I mentioned the appeal of attaching an already well-known name to your game when discussing Daley Thompson’s Decathlon, and here is the even more popular form of that. Ghostbusters is the first of many, many games of films I’ll be playing. Here is your chance to play a part in the film you already know and love!
In Ghostbusters you don’t actually really play as any of the ghostbusters in the film, though, even if you’re in a simplified version of New York. You direct some nameless and characterless ghostbusters in a bit of ghost catching, trying not to cross the streams as you shepherd a ghost towards a trap in a rather simple mini-game, or using your car-mounted ghost vacuum in an even simpler one. Look at what you spend your time doing, though, and that doesn’t ring true as the focus of the game.

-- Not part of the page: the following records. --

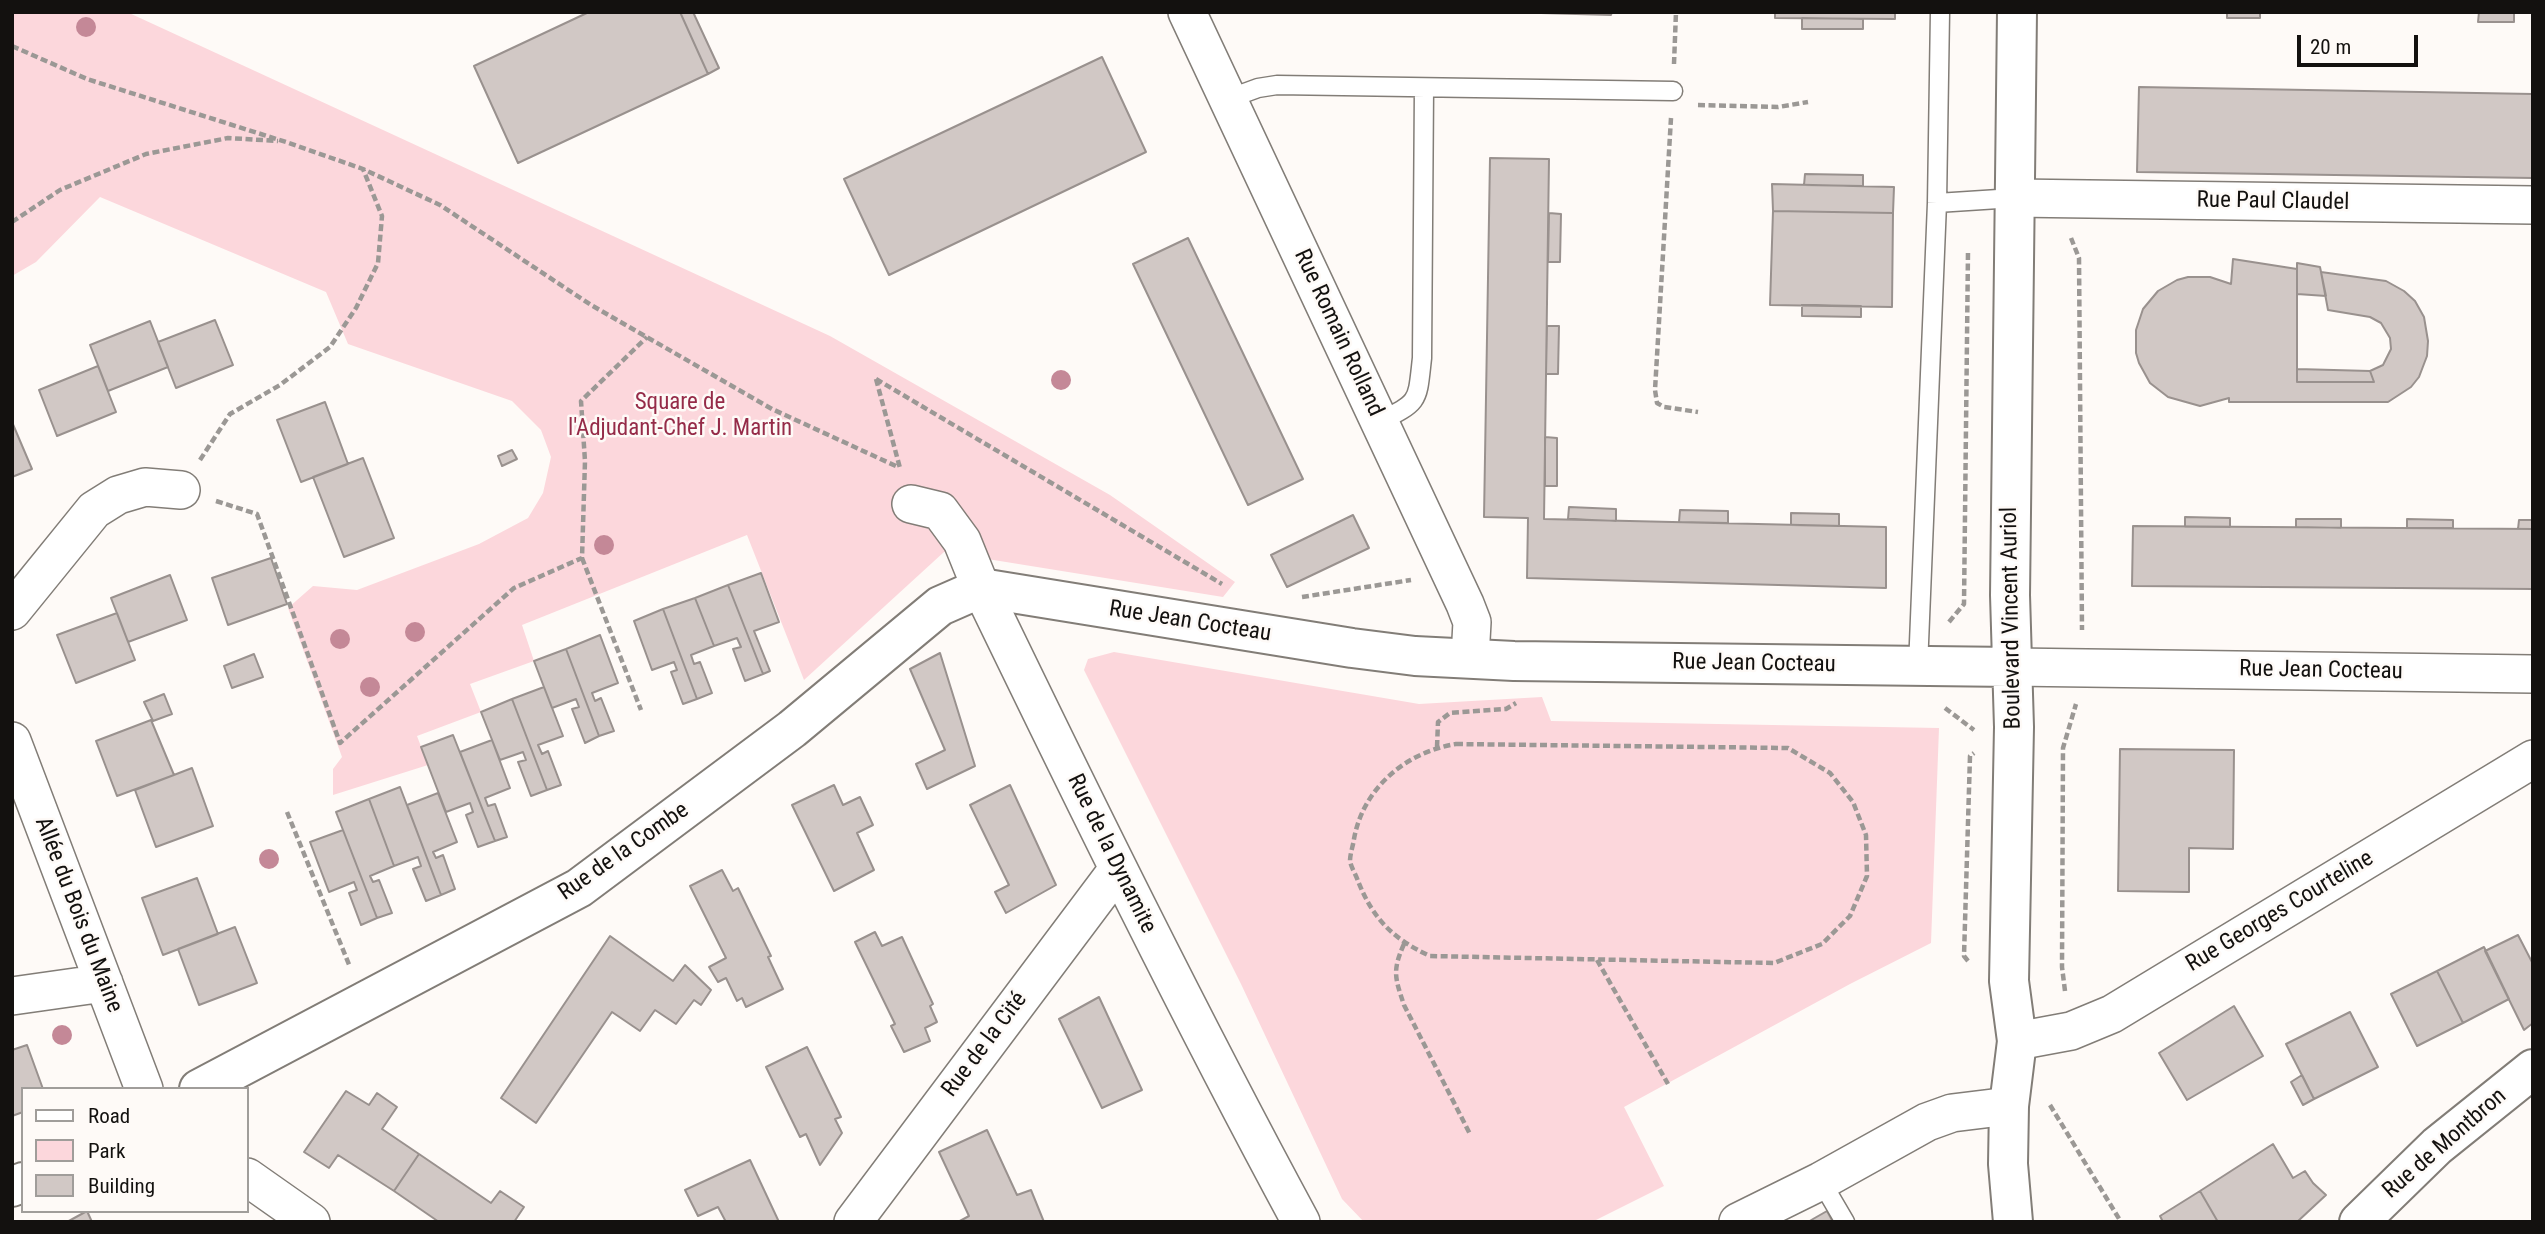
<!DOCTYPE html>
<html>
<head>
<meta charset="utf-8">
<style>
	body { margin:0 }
	#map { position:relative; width:2545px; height:1234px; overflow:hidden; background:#fefaf7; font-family:"Roboto Condensed",sans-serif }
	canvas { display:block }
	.frame { position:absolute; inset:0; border:14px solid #13110f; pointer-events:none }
	.legend { position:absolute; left:21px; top:1087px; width:228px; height:126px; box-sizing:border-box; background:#fefaf7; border:2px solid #a09d9a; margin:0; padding:9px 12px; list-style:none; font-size:21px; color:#13110f }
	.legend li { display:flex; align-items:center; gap:14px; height:35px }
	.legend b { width:35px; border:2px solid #a09d9a }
	.scale { position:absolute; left:2297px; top:35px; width:121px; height:32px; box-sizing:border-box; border:4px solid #13110f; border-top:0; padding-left:9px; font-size:21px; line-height:24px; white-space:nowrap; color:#13110f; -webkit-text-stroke:5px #fefaf7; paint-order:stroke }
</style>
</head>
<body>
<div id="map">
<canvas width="2545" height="1234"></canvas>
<div class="frame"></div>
<ul class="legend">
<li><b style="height:9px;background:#fff"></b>Road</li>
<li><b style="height:19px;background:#fcd7dc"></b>Park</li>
<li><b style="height:19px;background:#d1c8c5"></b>Building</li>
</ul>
<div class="scale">20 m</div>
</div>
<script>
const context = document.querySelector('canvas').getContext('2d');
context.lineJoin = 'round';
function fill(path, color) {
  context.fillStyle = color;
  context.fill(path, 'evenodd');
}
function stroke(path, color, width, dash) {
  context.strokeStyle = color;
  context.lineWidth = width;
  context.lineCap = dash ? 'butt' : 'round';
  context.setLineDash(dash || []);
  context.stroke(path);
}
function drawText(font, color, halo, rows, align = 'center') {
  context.font = font + ' "Roboto Condensed",sans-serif';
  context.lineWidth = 5;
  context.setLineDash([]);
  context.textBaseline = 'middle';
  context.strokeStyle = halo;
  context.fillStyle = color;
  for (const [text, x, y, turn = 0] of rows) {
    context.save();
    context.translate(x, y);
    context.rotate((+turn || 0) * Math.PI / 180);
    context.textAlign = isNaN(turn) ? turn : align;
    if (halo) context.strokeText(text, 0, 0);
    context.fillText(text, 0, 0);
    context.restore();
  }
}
const green = new Path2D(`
	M12,12H127L830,336L1110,495L1235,582L1223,597L944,552L804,680L747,535L522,625L534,661L470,684L481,712L417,736L428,765L333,795V769L342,757L288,608L313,586L357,590L479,544L528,518L543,493L551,457L541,430L512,401L348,344L326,292L100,197L36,262L12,276Z
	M1114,652L1419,704L1542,697L1551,721L1939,728L1931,943L1850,984L1624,1107L1664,1186L1592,1222H1364L1342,1199L1241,984L1084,670L1088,659Z`);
const building = new Path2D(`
	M589,12H680L708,74L518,163L474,66Z
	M680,12H693L719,68L708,74Z
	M1506,12H1612L1611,15Z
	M1775,12H1895V19L1775,18Z
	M2227,12H2260V18H2227Z
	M2479,12H2514V22H2478Z
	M1802,18L1863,19V29H1802Z
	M1102,57L1146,152L889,275L844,179Z
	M2139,87L2533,94V178L2137,172Z
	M1490,158L1549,159L1544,519L1886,527V588L1527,578L1528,518L1484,517Z
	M1805,174L1863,175V186L1804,185Z
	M1772,184L1894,187L1893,213L1773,211Z
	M1773,211L1893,213L1892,307L1770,305Z
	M1549,213L1561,214L1560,262H1548Z
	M1188,238L1303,479L1248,505L1133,264Z
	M2233,259L2297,269V382H2374L2370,371L2383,365L2391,349L2390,338L2381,323L2370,317L2328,310L2321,272L2386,281L2404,291L2415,301L2424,317L2428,341L2427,356L2419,377L2411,387L2388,402H2229V398L2200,406L2168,397L2150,383L2139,363L2136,353V330L2143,309L2158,291L2177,280L2188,277H2210L2231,284Z
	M2297,263L2320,267L2326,296L2297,294Z
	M1802,305L1861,306V317L1802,316Z
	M215,320L233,365L176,388L158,342Z
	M150,321L168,367L108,391L90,345Z
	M1547,326H1559L1558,374H1546Z
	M98,366L116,412L57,436L39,390Z
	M2297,369L2370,371L2374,382H2297Z
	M325,402L348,464L301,482L277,420Z
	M12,422L32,469L12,477Z
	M1545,437L1557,438V486H1545Z
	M512,450L517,459L502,466L498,456Z
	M363,458L394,538L344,557L313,477Z
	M1569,507L1616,509V521L1568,519Z
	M1680,510L1728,511V523L1679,522Z
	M1791,513L1839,514V526L1791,525Z
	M1353,515L1369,548L1287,587L1271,555Z
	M2185,517L2230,518V527H2185Z
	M2296,519H2341V528L2296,527Z
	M2407,519L2453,520V528H2407Z
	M2519,520H2533V529H2518Z
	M2133,526L2533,529V589L2132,586Z
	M271,558L287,604L228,625L212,578Z
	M761,573L779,622L754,631L770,671L763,674L728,585Z
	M170,575L187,620L128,642L111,598Z
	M728,585L763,674L745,681L733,649L741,647L737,638L714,646L695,598Z
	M695,598L714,646L691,655L694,664L700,662L712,693L697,699L663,609Z
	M663,609L697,699L683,704L671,672L677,670L674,662L652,670L634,621Z
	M117,613L135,660L76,683L57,635Z
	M600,635L618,683L592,693L595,701L601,698L614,731L599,736L566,649Z
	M566,649L599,736L585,743L572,709L579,707L576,699L552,708L534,661Z
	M940,653L975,766L927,789L916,764L945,750L910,669Z
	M254,654L263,677L232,688L224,666Z
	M544,687L563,736L538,745L542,754L548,751L561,785L547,790L512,699Z
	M164,694L172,714L153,721L144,702Z
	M512,699L547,790L531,796L518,762L526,760L523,752L500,760L481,712Z
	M151,720L174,775L117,796L96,741Z
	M453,735L495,841L478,847L466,815L473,812L470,803L446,812L421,747Z
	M492,740L510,788L485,798L488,806L495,804L507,837L495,841L460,752Z
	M2120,749L2234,750L2233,849L2189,848V892L2118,891Z
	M192,768L213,826L156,847L135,790Z
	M834,785L843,805L860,797L873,825L857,833L874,870L834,891L792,805Z
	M1010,785L1056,885L1006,913L995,892L1009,885L970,805Z
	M400,787L441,895L426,901L413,869L421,866L418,857L394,866L369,799Z
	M438,793L457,842L433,852L436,858L443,855L455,889L441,895L407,805Z
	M369,799L394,866L370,876L373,882L379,880L392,913L377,918L336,812Z
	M343,830L377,918L361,925L349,893L357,890L354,882L329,892L310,842Z
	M722,870L733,891L738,888L771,956L768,957L783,989L746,1007L742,998L737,1001L726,978L718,982L709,967L726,958L690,886Z
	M197,878L218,934L163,955L142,898Z
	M235,927L257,983L199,1005L178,949Z
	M875,932L882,946L902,937L933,1004L930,1006L937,1022L925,1028L930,1041L904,1052L891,1026L895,1024L855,942Z
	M2518,935L2533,964V1023L2524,1030L2485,951Z
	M610,936L673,981L685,965L711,990L701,1005L694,1000L676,1024L655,1010L640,1031L612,1012L536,1123L501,1098Z
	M2484,947L2509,999L2463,1023L2437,971Z
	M2437,971L2463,1023L2417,1046L2391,994Z
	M1099,997L1142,1090L1102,1108L1059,1019Z
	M2234,1006L2263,1056L2187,1100L2159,1053Z
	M2350,1012L2378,1067L2314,1099L2286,1044Z
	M27,1045L43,1089H23V1112L12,1116V1050Z
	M807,1047L841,1117L835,1119L842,1133L820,1165L806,1134L800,1137L766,1067Z
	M2302,1075L2314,1099L2303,1105L2291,1082Z
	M346,1091L369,1105L377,1093L397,1107L382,1129L419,1154L394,1191L338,1155L329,1168L304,1152Z
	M987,1130L1017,1195L1031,1190L1044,1222H958L969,1216L939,1152Z
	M2273,1144L2293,1178L2305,1171L2313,1183L2326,1195L2297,1222H2218L2200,1191Z
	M419,1154L491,1203L500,1191L524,1207L514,1222H439L394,1191Z
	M750,1160L779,1222H726L718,1207L698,1216L685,1190Z
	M2200,1191L2218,1222H2163L2160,1216Z
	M87,1211L92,1222H67Z
	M1827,1211L1833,1222H1808L1813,1219Z`);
const path = new Path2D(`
	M12,46L87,79L286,142L363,169L440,205L591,305L772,409L898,467
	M1674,64L1676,12
	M1698,105L1778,107L1808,102
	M1671,118L1655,390L1657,403L1664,407L1698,412
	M12,222L60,190L146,154L228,138L278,141
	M2071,238L2079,258L2082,630
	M876,379L1222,584
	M876,379L900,468
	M200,460L230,414L280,385L330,347L356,308L378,263L382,216L363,169
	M216,501L257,514L340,743L514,588L582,558L585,461L581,401L647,337
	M582,558L641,710
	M1302,597L1411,580
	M1949,622L1964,604L1968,251
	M1945,708L1974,730
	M1456,744L1788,748L1830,773L1853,802L1866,835L1867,876L1850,916L1822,944L1774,963L1430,956C1393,939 1373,919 1358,881C1356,875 1351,867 1350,861C1350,854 1353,846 1354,839C1363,788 1406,752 1456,744Z
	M1437,747L1438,722L1450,713L1506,709L1516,703
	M287,812L350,967
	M1404,944C1392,971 1395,978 1404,1005L1470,1134
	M1597,960L1668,1084
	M1968,961L1964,956L1970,756L1974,753
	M2065,991L2062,967L2063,748L2076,704
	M2050,1105L2121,1222`);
const lane = new Path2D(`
	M1228,99L1258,88L1277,85L1673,91
	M1937,203L2014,198
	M1379,422C1420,401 1417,403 1422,358L1424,88
	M1918,667L1937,203L1940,12
	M1821,1181L1845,1222`);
const street = new Path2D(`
	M1187,12L1465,604L1472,622L1470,658
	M2014,198L2533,205
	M911,504L940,511L962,541L981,588C1084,801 1188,1013 1301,1222
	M12,611L94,510L118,495L145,487L181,490
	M2012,667L2533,674
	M12,741L144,1089
	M12,996L104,983
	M2017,1041L2071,1031L2112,1014L2533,759
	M247,1177L311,1222
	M853,1222L1118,869
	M1738,1222L1821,1181L1927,1122L1952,1113L2009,1106`);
const secondary = new Path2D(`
	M199,1089L579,888L792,729L940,606L981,588L1352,648L1415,656L1514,661L2012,667
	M12,1187L23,1182
	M2013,1222L2008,1164L2009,1106L2017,1041L2009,981L2014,727L2010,595L2017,12
	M2359,1222L2437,1146L2533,1069`);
const trees = [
	[86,27],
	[1061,380],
	[604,545],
	[415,632],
	[340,639],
	[370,687],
	[269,859],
	[62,1035]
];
const streetNames = [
	["Rue Paul Claudel",2273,202,1],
	["Rue Romain Rolland",1338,333,65],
	["Boulevard Vincent Auriol",2012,618,-91],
	["Rue Jean Cocteau",1190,622,9],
	["Rue Jean Cocteau",1754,664,1],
	["Rue Jean Cocteau",2321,671,1],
	["Rue de la Combe",624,852,-35],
	["Rue de la Dynamite",1111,854,64],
	["Rue Georges Courteline",2280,912,-31],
	["Allée du Bois du Maine",78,915,69],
	["Rue de la Cité",985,1045,-53],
	["Rue de Montbron",2445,1144,-41]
];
const parkNames = [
	["Square de",680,403],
	["l'Adjudant-Chef J. Martin",680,429]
];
fill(green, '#fcd7dc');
fill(building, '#d1c8c5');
stroke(building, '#99918e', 2);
stroke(lane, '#827d77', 21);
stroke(street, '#827d77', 40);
stroke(secondary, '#827d77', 42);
stroke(path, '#9b9895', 4.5, [7, 3.5]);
stroke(lane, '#fff', 18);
stroke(street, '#fff', 37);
stroke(secondary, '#fff', 38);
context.fillStyle = '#c48897';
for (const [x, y] of trees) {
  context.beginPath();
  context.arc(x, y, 10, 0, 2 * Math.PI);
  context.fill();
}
drawText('23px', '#13110f', '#fefaf7', streetNames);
drawText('23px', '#952b48', '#fefaf7', parkNames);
</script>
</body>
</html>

You spend a decent amount of the time just driving around the city, a fine way of stalling for time which outlives just about anything else in Ghostbusters as something games do. What you spend even more time doing, though, is admin. Before you even get started you need to register your ghostbusting franchise and stock up on equipment. If you don’t buy any ghost traps you won’t be able to get anywhere, but Ghostbusters still makes you go through buying some, looking over your shoulder and saying “well, you could try going without…”. Once you’re out and catching ghosts, you have a lot of going back to HQ to recharge, and reinvesting your money is at least as essential as doing anything to prevent the oncoming apocalypse. Ghostbusters is a bad ghostbusting sim, and a decent precarious small business sim.
What else stands out about it? In this version, there’s the sound. I don’t want to get into comparisons between the graphical capabilities of the Spectrum and the C64, something I know is a long-established and hard-fought debate (and which people probably still care deeply about even now). What I can say I’ve noticed in playing Spectrum games for the first time is that its sound is definitely worse, to an extent I would not have guessed. And Ghostbusters highlights both the best and worst of the Spectrum’s sound. At one end, much of GB is played in total silence. I suppose the effect could be ghostly, but there isn’t the design to back that up. Instead it just makes much of the game feel even more uninvolving and distanced.

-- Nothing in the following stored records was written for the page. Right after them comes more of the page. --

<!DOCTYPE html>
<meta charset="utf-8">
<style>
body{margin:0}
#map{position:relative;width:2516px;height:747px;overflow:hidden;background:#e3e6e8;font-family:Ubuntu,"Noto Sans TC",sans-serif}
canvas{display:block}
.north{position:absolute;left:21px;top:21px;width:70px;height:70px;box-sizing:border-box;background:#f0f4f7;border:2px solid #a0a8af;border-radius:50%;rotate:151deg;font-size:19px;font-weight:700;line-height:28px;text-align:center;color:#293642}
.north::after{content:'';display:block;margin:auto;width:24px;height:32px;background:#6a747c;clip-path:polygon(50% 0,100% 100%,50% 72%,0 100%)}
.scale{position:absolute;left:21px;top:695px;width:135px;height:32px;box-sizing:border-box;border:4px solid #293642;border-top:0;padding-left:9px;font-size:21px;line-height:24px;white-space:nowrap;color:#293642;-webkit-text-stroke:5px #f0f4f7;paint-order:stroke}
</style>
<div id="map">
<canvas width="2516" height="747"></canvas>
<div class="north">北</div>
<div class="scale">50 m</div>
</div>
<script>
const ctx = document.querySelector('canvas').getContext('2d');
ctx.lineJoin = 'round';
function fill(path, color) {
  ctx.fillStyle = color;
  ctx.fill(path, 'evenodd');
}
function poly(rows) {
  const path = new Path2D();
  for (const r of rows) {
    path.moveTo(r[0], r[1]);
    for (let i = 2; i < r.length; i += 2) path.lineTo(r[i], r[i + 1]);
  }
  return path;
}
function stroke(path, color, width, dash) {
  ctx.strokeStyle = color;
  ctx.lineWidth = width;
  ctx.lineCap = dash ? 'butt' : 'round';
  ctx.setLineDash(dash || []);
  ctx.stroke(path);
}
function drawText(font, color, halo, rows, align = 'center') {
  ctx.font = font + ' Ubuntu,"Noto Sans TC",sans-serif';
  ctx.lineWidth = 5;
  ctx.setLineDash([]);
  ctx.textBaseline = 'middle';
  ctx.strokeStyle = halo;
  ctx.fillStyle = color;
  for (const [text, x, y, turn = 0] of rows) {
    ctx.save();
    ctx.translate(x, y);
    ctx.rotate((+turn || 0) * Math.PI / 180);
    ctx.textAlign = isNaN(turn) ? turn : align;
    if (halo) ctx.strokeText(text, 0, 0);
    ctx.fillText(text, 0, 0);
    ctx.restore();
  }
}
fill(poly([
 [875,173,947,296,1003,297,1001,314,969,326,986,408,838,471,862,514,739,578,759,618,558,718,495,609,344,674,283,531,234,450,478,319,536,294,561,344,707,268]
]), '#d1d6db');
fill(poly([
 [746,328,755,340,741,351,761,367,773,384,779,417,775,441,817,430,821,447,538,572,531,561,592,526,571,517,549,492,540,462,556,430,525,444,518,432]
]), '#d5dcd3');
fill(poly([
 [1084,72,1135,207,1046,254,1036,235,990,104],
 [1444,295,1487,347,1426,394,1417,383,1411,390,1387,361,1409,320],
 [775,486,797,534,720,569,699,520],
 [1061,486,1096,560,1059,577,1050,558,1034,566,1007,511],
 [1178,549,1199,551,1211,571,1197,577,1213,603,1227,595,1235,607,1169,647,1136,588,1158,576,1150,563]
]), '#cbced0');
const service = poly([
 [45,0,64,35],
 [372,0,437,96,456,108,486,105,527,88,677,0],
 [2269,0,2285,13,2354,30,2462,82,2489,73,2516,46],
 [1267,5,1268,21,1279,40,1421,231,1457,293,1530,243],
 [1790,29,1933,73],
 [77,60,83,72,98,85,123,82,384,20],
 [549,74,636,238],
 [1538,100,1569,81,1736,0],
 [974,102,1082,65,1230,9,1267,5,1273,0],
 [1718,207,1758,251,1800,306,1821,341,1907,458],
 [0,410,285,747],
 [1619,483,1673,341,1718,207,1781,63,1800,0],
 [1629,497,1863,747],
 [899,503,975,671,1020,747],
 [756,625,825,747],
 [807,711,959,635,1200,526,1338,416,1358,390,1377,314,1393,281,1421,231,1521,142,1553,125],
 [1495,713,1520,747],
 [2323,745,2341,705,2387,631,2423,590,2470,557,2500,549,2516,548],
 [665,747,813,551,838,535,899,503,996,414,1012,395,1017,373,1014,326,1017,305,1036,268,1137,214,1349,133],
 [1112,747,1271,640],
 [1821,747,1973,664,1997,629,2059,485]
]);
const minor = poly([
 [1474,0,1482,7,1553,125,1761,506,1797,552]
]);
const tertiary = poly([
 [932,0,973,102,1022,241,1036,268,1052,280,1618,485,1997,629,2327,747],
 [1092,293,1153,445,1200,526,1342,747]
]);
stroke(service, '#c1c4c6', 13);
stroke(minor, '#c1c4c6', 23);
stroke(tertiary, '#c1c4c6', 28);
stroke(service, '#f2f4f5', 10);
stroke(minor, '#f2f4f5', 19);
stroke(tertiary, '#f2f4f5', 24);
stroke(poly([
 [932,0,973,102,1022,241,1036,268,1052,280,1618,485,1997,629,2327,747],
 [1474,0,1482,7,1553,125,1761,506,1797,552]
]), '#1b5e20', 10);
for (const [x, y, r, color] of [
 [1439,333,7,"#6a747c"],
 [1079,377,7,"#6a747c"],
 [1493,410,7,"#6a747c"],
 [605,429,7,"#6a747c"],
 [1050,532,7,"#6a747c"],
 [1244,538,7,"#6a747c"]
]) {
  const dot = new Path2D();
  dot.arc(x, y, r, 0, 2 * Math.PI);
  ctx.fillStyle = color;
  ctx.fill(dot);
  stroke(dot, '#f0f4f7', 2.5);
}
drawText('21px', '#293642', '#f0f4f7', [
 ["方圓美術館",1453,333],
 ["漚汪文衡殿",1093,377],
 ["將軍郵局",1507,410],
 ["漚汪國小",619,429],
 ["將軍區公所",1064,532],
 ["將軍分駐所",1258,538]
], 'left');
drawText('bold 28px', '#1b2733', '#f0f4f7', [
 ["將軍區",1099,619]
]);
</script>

At the other end, there’s the way that the game begins with a neat rendition of the theme tune, complete with karaoke style lyrics. The game has to switch between the main melody and the backing as it can’t pull off both simultaneously, but that acts as a generous invitation for interactivity – it assumes that someone is there singing along, not being passively entertained but working in collaboration. You are the ghost in the orchestra. What could be more appropriate?